August Strindberg has been at the back of my mind, like a stern shadow of Northern European wind-chill, since the show at Tate Modern four years ago. I occasionally pick up the catalogue, particularly when I want to look at really free, small-scale painterly landscape. Somehow his worked is twinned in my mind with the young German painter Uwe Henneken whose work is little known in this country but who shows frequently in New York and Berlin, and whose non-figurative works are sometimes strikingly similar. Henneken also uses the form of the oval and and paints landscapes with foregrounds that inhabit the edges of the picture, that look like a doorway, a surround. Landscape as gateway. I look at reproductions of their work together; turning pages simultaneously. They shed light on each other.

I was recently in Stockholm, land of Strindberg, and took the opportunity to visit Strindberg's apartment, now preserved as a museum. Strindberg lived in some 25 apartments in Stockholm however the Strindbergsmuset is the last surviving and where he spent his final years before his death in 1912.

The apartment at the top of a grand house, reached by rickety old lift, but I preferred to take the stairs. An adjoining flat is a museum proper, with paintings and papers, posters of Strindberg plays and props in display cases. There is also a small bookshop and on a separate floor the Strindberg library, but the flat is what people really come to see.

You have to put covers over your shoes and you enter into a small hallway, off which is a tiny neat bathroom. The flat is dark, bookish, masculine; it comprises only three small rooms, and would be musty if it were not so well kept. There is a hushed reverential atmosphere as tourists, a handful at a time, pad through the preserved three rooms in their big plastic slippers. A sign tells you the furnishings are mostly replias, as close to the originals as possible, but that the furniture and books, the fixtures and fittings, are all Strindberg's.

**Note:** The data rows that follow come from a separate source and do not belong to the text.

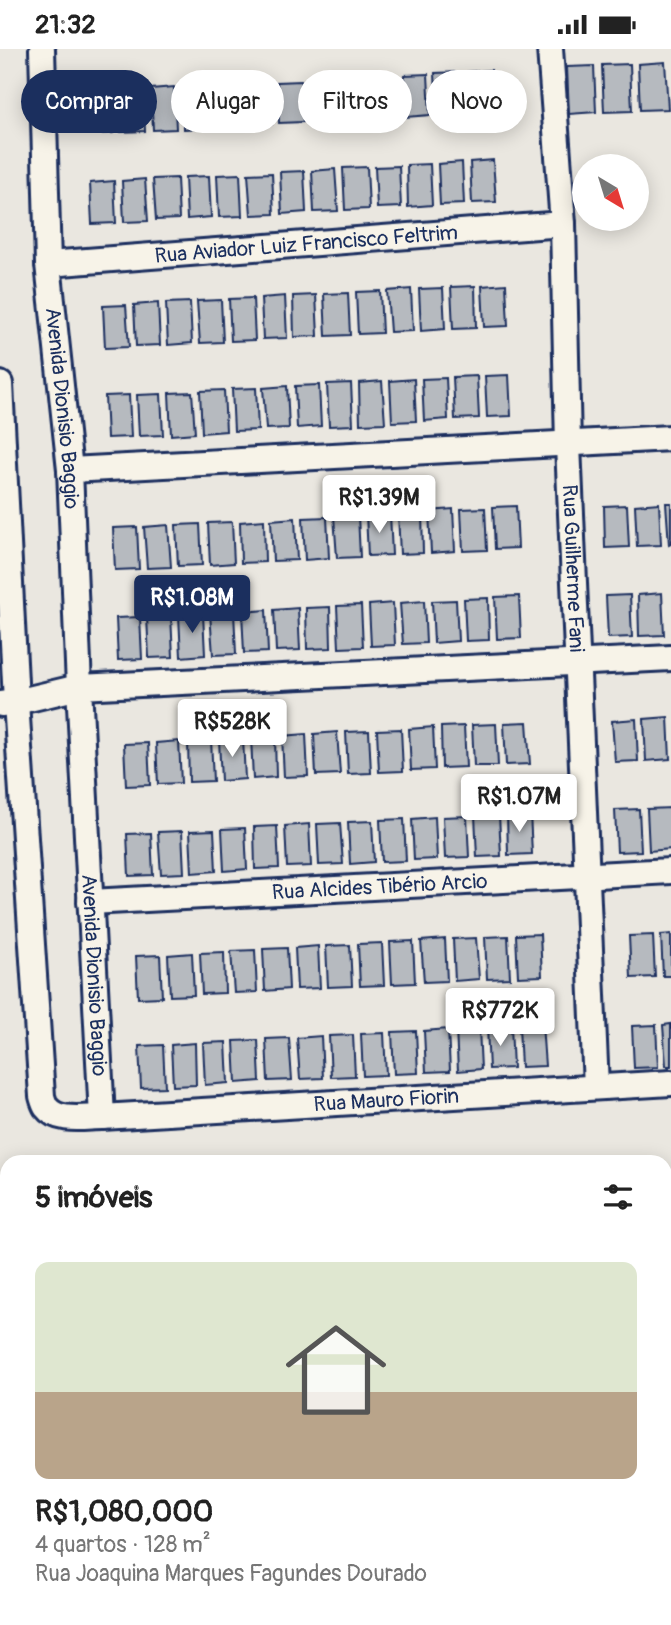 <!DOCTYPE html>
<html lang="pt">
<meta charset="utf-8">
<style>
body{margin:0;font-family:Pangolin,sans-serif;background:#f2f2f2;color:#222;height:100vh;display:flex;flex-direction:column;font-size:26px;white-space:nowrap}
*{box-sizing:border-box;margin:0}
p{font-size:23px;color:#767676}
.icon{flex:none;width:38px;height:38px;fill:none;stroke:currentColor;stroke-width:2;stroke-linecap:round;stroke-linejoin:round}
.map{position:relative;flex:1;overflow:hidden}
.drawer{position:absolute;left:0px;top:1106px;width:672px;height:471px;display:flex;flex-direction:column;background:#fff;border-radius:21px 21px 0 0;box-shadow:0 4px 18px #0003}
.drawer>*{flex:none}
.top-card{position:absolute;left:21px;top:21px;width:630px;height:63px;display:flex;gap:14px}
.needle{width:46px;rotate:142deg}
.controls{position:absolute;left:572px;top:105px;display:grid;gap:14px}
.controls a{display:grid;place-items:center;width:77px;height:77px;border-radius:50%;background:#fff;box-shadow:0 4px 18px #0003;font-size:35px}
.price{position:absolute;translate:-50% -60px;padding:0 16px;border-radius:7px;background:#fff;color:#222;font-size:23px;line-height:46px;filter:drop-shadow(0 2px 4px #0008)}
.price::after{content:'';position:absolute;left:50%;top:42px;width:21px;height:16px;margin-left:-10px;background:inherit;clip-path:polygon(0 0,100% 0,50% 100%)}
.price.active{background:#1b2f5e;color:#fff}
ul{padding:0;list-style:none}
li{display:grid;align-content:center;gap:14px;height:371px;padding:0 35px}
li span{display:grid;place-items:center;height:217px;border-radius:14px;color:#555}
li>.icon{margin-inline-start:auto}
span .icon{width:126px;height:126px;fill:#fffc;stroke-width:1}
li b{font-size:30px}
h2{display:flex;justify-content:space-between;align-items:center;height:84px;padding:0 35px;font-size:30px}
.tag{padding:0 24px;border-radius:32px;background:#fff;box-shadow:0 4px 18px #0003;font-size:24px;line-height:63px}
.tag.active{background:#1b2f5e;color:#fff}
.status{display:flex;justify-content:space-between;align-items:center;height:49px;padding:0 35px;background:#fff;direction:ltr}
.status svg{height:19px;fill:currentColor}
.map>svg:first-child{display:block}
.building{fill:#b6babf;stroke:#1b2f5e;stroke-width:2}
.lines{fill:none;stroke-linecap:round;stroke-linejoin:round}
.street-casing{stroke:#1b2f5e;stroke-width:30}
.street{stroke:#f7f3e8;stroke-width:24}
.labels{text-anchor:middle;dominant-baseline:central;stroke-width:5;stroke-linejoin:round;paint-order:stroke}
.street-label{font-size:21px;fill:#1b2f5e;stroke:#f7f3e8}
</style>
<div class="status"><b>21:32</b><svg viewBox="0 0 49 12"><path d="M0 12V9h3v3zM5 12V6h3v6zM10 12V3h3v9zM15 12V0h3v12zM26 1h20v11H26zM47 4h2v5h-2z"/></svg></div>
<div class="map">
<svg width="671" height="1576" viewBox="0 0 671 1576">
<rect width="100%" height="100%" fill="#eae7e0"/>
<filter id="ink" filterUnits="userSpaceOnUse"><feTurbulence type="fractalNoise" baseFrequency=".0143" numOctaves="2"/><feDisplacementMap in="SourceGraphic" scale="14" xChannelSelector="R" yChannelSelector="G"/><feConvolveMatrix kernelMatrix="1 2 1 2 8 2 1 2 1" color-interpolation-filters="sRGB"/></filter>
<g filter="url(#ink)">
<path class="building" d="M665,13L668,60L640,61L638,15Z
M630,15L632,62L604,63L602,16Z
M594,17L596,63L569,65L567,18Z
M491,21L493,63L469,64L467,23Z
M459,23L461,64L437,66L435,24Z
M428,25L430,66L406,68L404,26Z
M396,27L398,68L374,69L372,28Z
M364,28L366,70L342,71L341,30Z
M333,30L335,71L311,73L309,31Z
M301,32L303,73L279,74L277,33Z
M269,34L272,75L248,76L246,35Z
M238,35L240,77L216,78L214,36Z
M206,37L208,79L184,80L183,38Z
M174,38L176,80L153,81L151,40Z
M143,41L145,82L121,83L119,42Z
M111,42L113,84L90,85L87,43Z
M493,111L496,153L472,154L470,113Z
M462,113L464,155L440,156L438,115Z
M430,115L432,156L408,158L407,116Z
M399,117L401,158L377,159L375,118Z
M367,118L369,160L345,161L343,119Z
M335,120L338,162L314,163L312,122Z
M304,122L306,163L282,165L280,123Z
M272,124L274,165L251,166L248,125Z
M240,125L242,167L219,168L217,126Z
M209,127L211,168L187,170L185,128Z
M177,129L179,170L156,171L153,130Z
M145,130L148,172L124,173L122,132Z
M114,132L116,174L92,175L90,134Z
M506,235L508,277L484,278L482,237Z
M475,237L476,279L453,280L451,238Z
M443,239L445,280L421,282L419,240Z
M411,240L413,282L390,283L387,242Z
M380,242L382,284L358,285L356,243Z
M348,244L350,286L326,287L324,245Z
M316,246L318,287L294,288L293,247Z
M285,247L287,289L263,290L261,249Z
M253,249L255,291L231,292L229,250Z
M221,251L223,293L200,294L197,252Z
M190,253L192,294L168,296L166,254Z
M158,254L160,296L136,297L134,256Z
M126,256L129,298L105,299L103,257Z
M509,326L511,367L487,368L485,327Z
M477,327L479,369L455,370L453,328Z
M446,329L448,370L424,372L422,330Z
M414,330L416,372L392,373L390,332Z
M382,332L385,374L360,375L359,334Z
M351,334L353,376L329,377L327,335Z
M319,336L321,377L297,379L295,337Z
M287,337L289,379L266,380L263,339Z
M256,339L258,381L234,382L232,340Z
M224,341L226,382L202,384L200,342Z
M192,343L195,384L171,386L169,344Z
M161,345L163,386L139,387L137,346Z
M129,346L131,388L107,389L105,347Z
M659,454L661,496L637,497L635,456Z
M666,454H671V495L669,496Z
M627,456L629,498L605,499L604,457Z
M516,457L518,499L495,500L493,458Z
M485,459L487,501L463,502L461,460Z
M453,460L455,502L431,504L429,462Z
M422,463L423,504L400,505L398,464Z
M390,464L392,506L368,507L366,465Z
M358,466L360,508L337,509L334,467Z
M327,468L329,509L305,511L303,469Z
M295,469L297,511L273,512L271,471Z
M264,471L265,513L241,514L240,473Z
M232,473L234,514L210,516L208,474Z
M200,475L202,516L178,517L176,476Z
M168,476L171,518L147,519L144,478Z
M137,478L139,520L115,521L113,479Z
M662,544L664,586L639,587L638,546Z
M630,546L632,588L608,589L606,547Z
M519,547L521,589L497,590L495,548Z
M488,549L489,591L466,592L464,550Z
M456,551L458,592L434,594L432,552Z
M424,552L426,594L403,595L400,554Z
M393,554L395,596L371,597L369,556Z
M361,556L363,598L339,599L337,557Z
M330,558L331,599L307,600L306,559Z
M298,559L300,601L276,602L274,561Z
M266,561L268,603L244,604L242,563Z
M234,563L236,605L213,606L210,564Z
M203,565L205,606L181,608L179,566Z
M171,566L173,608L149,609L147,568Z
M140,568L142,610L118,611L116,569Z
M668,668L670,710L646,712L644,670Z
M636,670L638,712L615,713L612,672Z
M527,673L530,715L506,716L504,674Z
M496,675L498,717H474L472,676Z
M464,677L466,718L442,719L441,678Z
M433,678L435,720L411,721L409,680Z
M401,680L403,722L379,723L377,681Z
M369,682L371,724L348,725L346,683Z
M337,683L340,725L316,726L314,685Z
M306,685L308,727L284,728L282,687Z
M275,687L276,728L253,730L251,688Z
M243,689L245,730L221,732L219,690Z
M211,690L213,732L189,733L188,692Z
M179,692L181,734L158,735L156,694Z
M148,694L150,736L126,737L124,695Z
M671,759V800L649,802L647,760Z
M639,760L641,802L617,803L615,761Z
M530,763L532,805L508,806L507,764Z
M499,765L501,807L477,808L475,766Z
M467,767L469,808L445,809L443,768Z
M435,768L437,810L414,811L412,770Z
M404,770L406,812L382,813L380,771Z
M372,772L374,813L350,815L348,773Z
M340,774L343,815L319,816L317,775Z
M309,775L311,817L287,818L285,777Z
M277,777L279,819L255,820L254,778Z
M245,779L247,820L224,822L222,780Z
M214,781L216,822L192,824L190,782Z
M182,782L184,824L161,825L158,783Z
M151,784L153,826L129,827L127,785Z
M540,885L542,927L518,928L516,886Z
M671,885V927H663L661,886Z
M653,886L655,928L631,929L629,887Z
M508,887L510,929L487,930L485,888Z
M476,889L479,930L455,932L453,890Z
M445,890L447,932L424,933L421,892Z
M413,892L415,934L392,935L390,893Z
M382,894L384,936L360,937L358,895Z
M350,896L352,937L328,938L326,897Z
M318,897L320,939L297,940L295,899Z
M287,899L289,940L265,942L263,900Z
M255,901L257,943L234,944L231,902Z
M224,903L225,944L202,945L200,904Z
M192,904L194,946L170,947L168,906Z
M160,906L162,948L138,949L136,907Z
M542,975L545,1017L521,1018L519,977Z
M671,975V1017H666L663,976Z
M656,976L658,1018L634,1019L632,977Z
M511,977L513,1019L489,1020L487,978Z
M479,979L481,1020L458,1022L456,980Z
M448,980L450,1022L426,1023L424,982Z
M416,982L418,1024L394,1025L392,983Z
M384,984L386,1026L363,1027L361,985Z
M353,986L355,1027L331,1028L329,987Z
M321,987L323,1029L300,1030L297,989Z
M289,989L292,1031L268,1032L266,990Z
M258,991L260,1032L236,1034L234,992Z
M226,993L228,1034L205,1036L203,994Z
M195,994L196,1036L173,1037L171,996Z
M163,996L165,1038L141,1039L139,997Z"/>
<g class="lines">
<defs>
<g id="street">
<path id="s1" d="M42,0L48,215L70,421L79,638L102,1068"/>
<path id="s2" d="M550,0L563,175L568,396L596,1038"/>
<path id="s3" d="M48,215L563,175"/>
<path id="s4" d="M0,335L16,653L42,1047C42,1048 45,1057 46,1058C58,1074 85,1068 102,1068L671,1034"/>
<path d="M70,421L671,389"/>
<path d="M1,655L16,653L79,638L671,609"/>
<path id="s5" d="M90,853L671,822"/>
</g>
</defs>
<use href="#street" class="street-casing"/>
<use href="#street" class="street"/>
</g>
</g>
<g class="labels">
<g class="street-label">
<text stroke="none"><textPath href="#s3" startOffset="259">Rua Aviador Luiz Francisco Feltrim</textPath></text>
<text stroke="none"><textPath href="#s1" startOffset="360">Avenida Dionisio Baggio</textPath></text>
<text stroke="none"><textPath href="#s2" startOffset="520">Rua Guilherme Fani</textPath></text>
<text stroke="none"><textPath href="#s5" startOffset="290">Rua Alcides Tibério Arcio</textPath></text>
<text stroke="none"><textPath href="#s1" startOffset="928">Avenida Dionisio Baggio</textPath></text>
<text stroke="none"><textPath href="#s4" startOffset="1069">Rua Mauro Fiorin</textPath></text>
</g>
</g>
</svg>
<div class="controls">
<a><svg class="needle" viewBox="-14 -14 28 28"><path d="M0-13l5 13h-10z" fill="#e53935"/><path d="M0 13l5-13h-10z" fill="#767676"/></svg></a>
</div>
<b class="price" style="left:379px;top:486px">R$1.39M</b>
<b class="price active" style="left:192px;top:586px">R$1.08M</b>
<b class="price" style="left:232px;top:710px">R$528K</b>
<b class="price" style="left:519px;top:785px">R$1.07M</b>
<b class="price" style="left:500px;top:999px">R$772K</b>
<div class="top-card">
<a class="tag active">Comprar</a>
<a class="tag">Alugar</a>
<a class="tag">Filtros</a>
<a class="tag">Novo</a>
</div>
<section class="drawer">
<h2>5 imóveis<svg class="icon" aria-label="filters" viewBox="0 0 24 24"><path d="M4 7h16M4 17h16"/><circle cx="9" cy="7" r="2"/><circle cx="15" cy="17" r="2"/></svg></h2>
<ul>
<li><span style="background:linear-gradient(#dfe7d0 60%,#b9a48a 0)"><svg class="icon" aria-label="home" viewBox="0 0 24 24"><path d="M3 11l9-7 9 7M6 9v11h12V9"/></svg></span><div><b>R$1,080,000</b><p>4 quartos · 128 m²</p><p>Rua Joaquina Marques Fagundes Dourado</p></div></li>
</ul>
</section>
</div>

I enjoyed looking around the sitting room, which with its piano and dining table looks like it has played host to a thousand earnest conversations. It is all dark reds and greens, brass gas lamps, and heavy drapery. The scene of a séance. I inspected the writing desk, which is as he left it but I was beginning to feel voyeuristically ghoulish. We were at one stage alone in the flat, but even so I was beginning to have the very odd sensation that I was being watched, and when I turned into the bedroom, that most personal of spaces, I apologised inwardly to Mr Strindberg. The flat is interesting, but I'm not so sure how valuable it is to look over a dead artist's effects; I realy felt as though I was intruding.